> Records to use
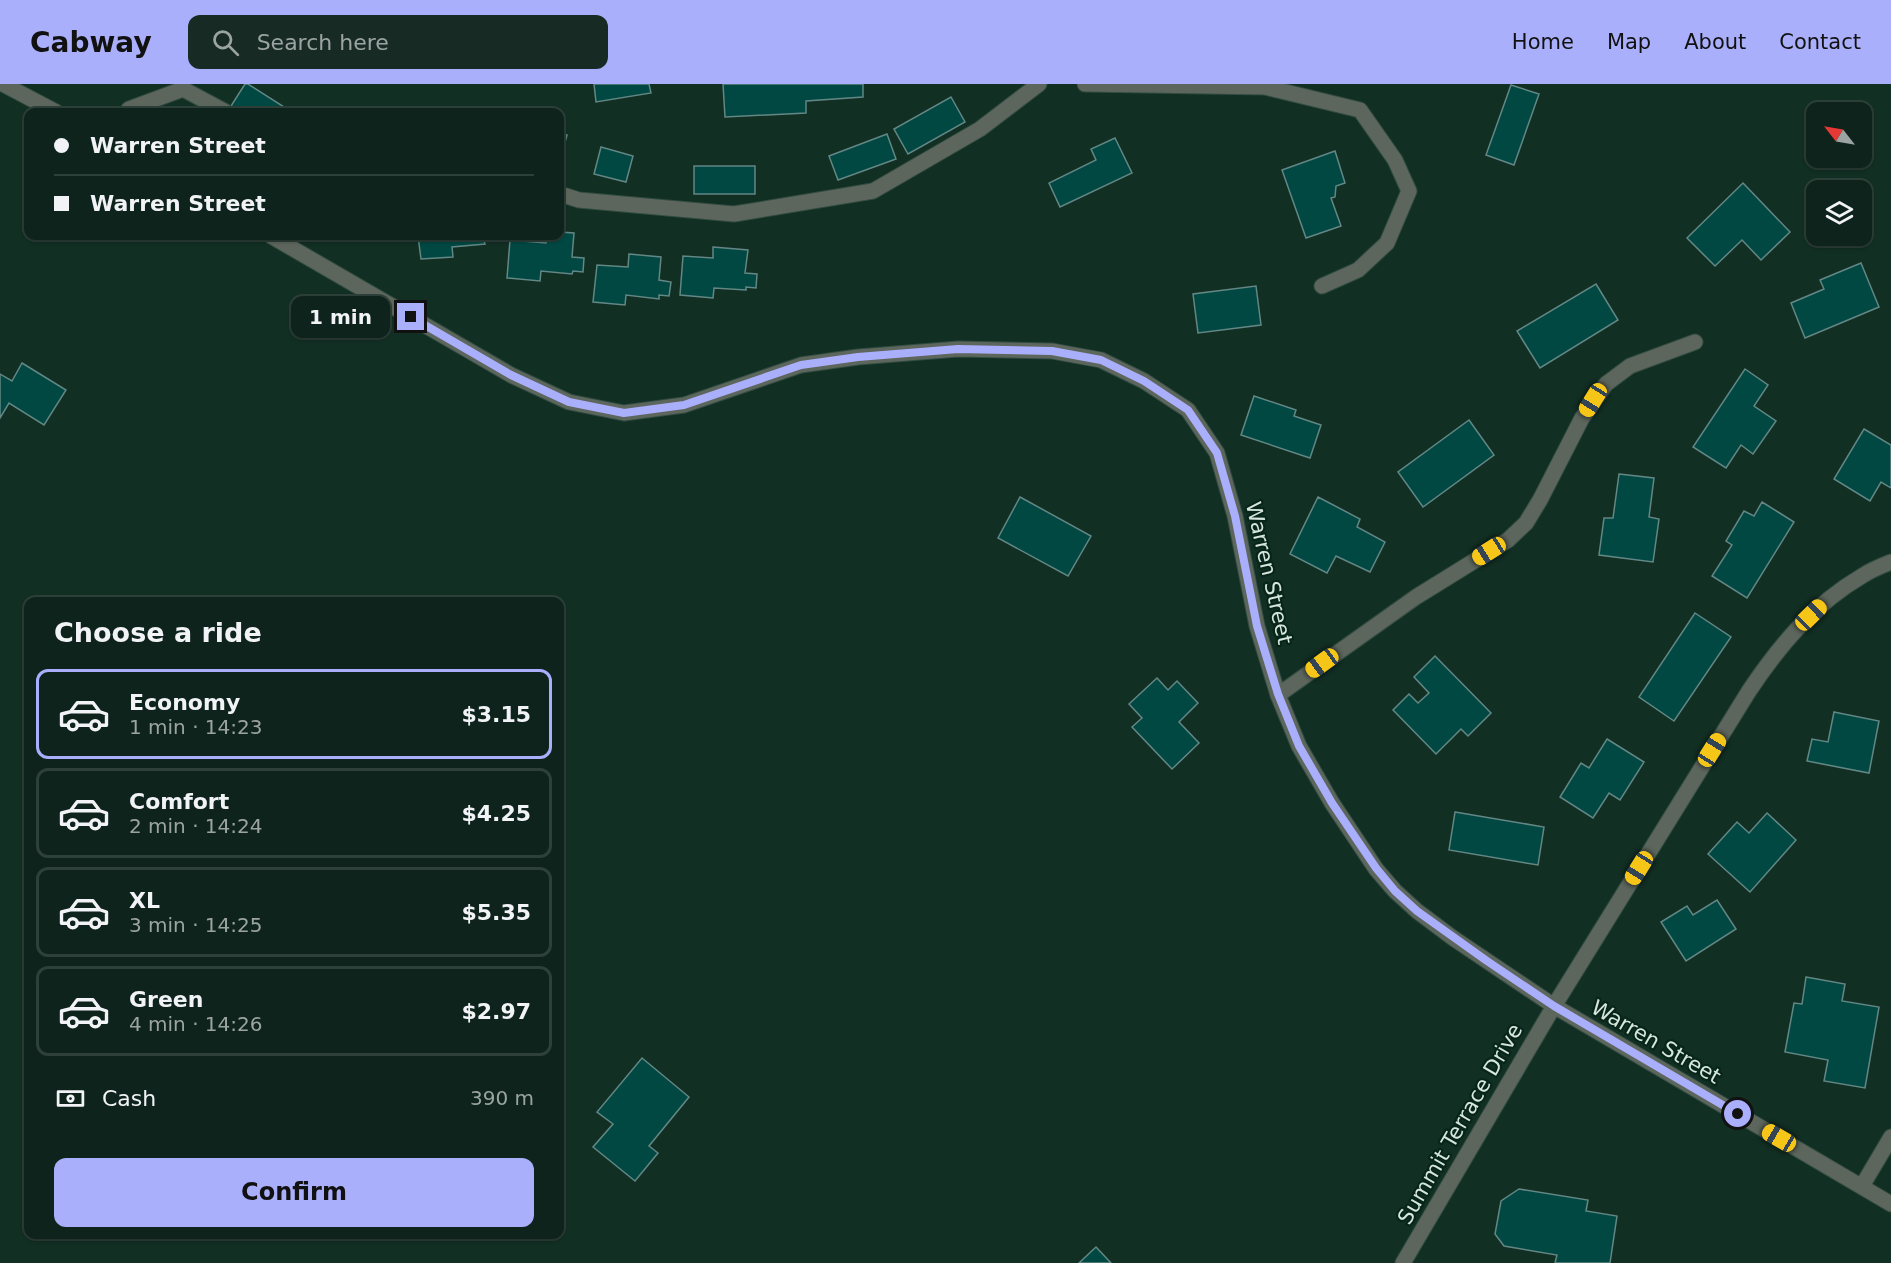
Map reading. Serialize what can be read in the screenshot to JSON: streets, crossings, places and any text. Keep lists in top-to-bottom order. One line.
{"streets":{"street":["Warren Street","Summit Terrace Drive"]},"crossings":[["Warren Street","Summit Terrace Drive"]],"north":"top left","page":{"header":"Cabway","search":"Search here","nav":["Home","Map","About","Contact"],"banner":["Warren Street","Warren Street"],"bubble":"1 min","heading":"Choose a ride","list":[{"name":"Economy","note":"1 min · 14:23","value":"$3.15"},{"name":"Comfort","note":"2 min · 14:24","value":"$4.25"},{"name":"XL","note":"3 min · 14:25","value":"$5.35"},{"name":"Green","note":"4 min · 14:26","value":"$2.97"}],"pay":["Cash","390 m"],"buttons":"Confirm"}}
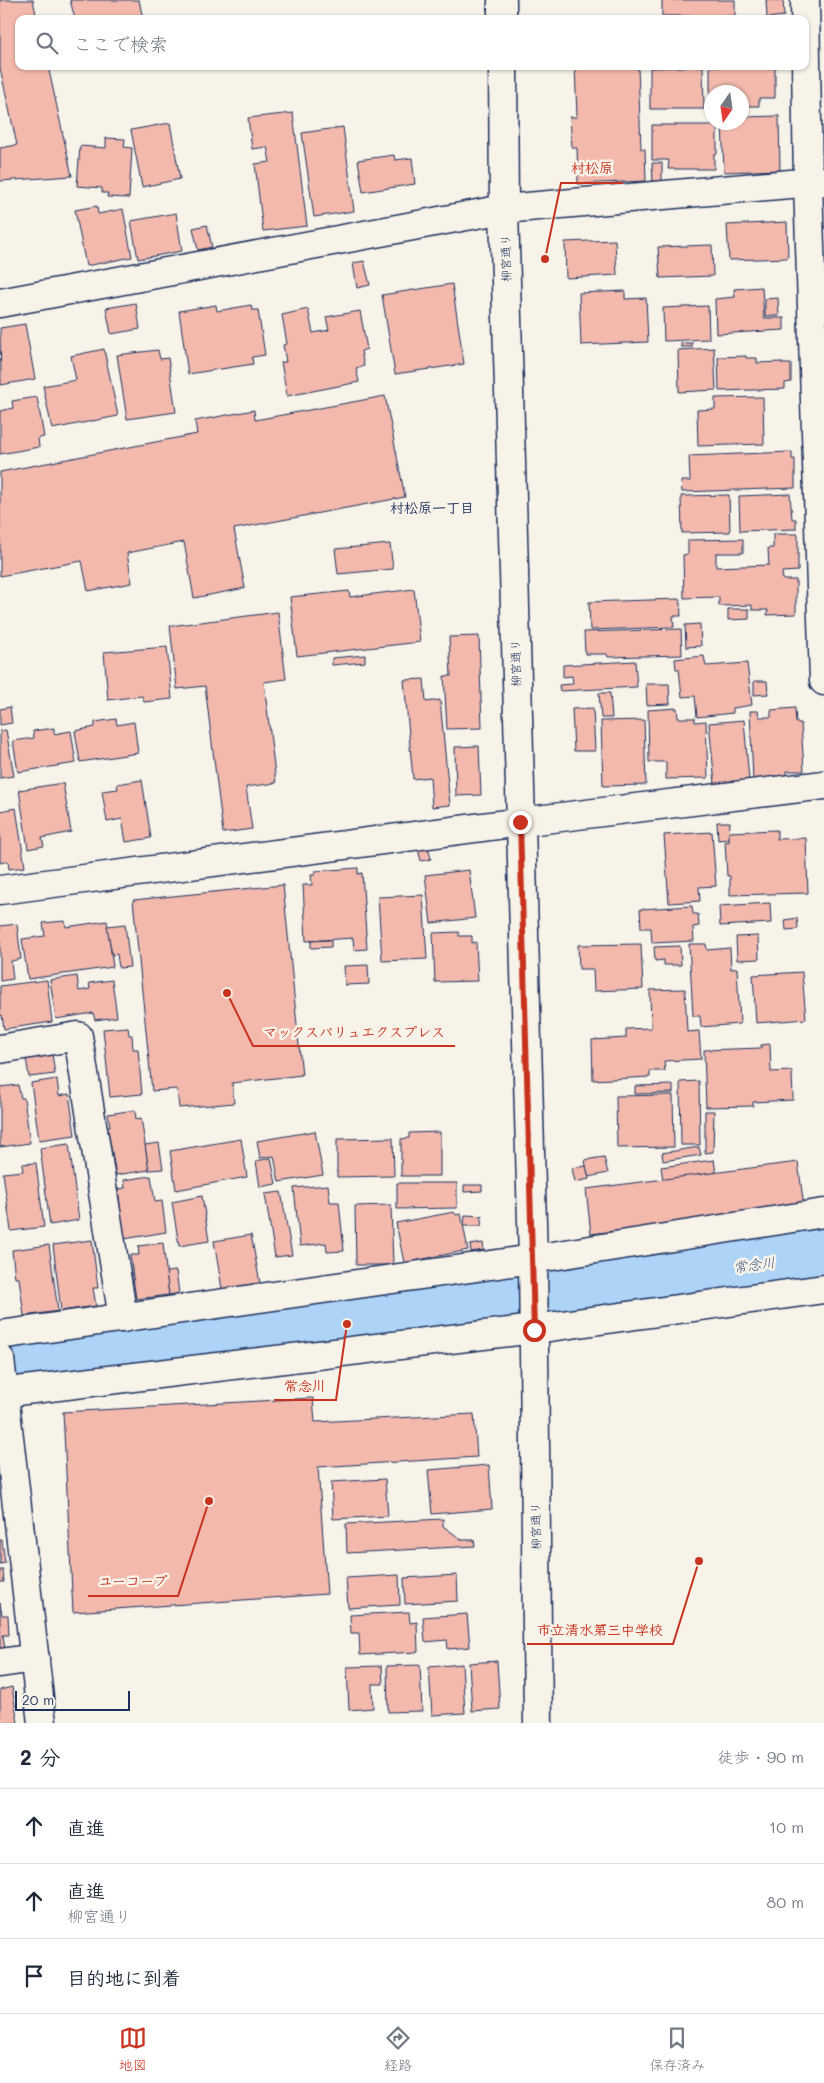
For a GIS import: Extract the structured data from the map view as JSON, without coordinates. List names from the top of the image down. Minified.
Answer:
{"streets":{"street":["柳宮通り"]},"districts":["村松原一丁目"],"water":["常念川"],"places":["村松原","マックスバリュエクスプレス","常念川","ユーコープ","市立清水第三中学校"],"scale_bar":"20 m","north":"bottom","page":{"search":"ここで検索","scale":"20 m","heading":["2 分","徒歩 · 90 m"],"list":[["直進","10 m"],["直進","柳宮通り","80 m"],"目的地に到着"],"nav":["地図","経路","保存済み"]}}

> Brief
Starting with the opening line of the listing, write out each line exactly until the line that contains "For a GIS import: Extract" has been included; skip the pictures.

> Task solution
Map reading. Serialize what can be read in the screenshot to JSON: streets, crossings, places and any text. Keep lists in top-to-bottom order. One line.
{"streets":{"street":["Warren Street","Summit Terrace Drive"]},"crossings":[["Warren Street","Summit Terrace Drive"]],"north":"top left","page":{"header":"Cabway","search":"Search here","nav":["Home","Map","About","Contact"],"banner":["Warren Street","Warren Street"],"bubble":"1 min","heading":"Choose a ride","list":[{"name":"Economy","note":"1 min · 14:23","value":"$3.15"},{"name":"Comfort","note":"2 min · 14:24","value":"$4.25"},{"name":"XL","note":"3 min · 14:25","value":"$5.35"},{"name":"Green","note":"4 min · 14:26","value":"$2.97"}],"pay":["Cash","390 m"],"buttons":"Confirm"}}
For a GIS import: Extract the structured data from the map view as JSON, without coordinates. List names from the top of the image down. Minified.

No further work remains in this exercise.